Rory Wilkinson moved beneath the cordon, lifted the canvas flap to the awning, and invited them inside as cordially as if it were a garden party. ‘Mind yourselves, the ground is somewhat uneven, and the copious quantity of blood doesn’t help either.’
Joseph breathed in, held his breath, and moved reluctantly into the temporary shelter.
No one spoke immediately. Even the garrulous pathologist seemed somewhat in awe of his newest acquisition.
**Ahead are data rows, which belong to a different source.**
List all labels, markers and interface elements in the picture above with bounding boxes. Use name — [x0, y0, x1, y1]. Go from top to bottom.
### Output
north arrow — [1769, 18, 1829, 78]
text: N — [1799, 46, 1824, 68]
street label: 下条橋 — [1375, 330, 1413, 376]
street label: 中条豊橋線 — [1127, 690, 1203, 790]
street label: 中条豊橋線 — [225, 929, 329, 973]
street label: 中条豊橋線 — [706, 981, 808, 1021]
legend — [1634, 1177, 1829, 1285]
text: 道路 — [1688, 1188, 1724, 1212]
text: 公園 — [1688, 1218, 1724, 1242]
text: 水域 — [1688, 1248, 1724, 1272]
The man lay on his side, his knees bent, ankles tightly tied with some kind of thin rope, and his hands tied in the same manner behind his back. He had been made to kneel for his last moments on this earth. His throat had been sliced from ear to ear, and he had fallen sideways, allowing his lifeblood to ooze into the weeds and the detritus of the waste ground.
Bile rose in Joseph’s throat. This was something that belonged in his past. Something he had prayed that he would never see again.
He swallowed, and steeled himself to look at the body.
A black nylon bomber jacket, old jeans, a T-shirt, though the blood had made its original colour impossible to see, and scuffed and worn trainers.
Unsteadily, he took a few steps backwards, then ducked out under the canvas to drag in some gulps of fresh air.
The dead man was ugly, had a rough cut thatch of corn-coloured hair, uneven features and pale blue eyes, but he wasn’t Billy Sweet.
* * *
Nikki sat in the car and stared across at him. ‘You are sure?’
‘Absolutely. I’ve never seen that man before.’ Joseph looked pale and gaunt. ‘Although there is a resemblance.’
‘Could it have been the man that you think has been following you?’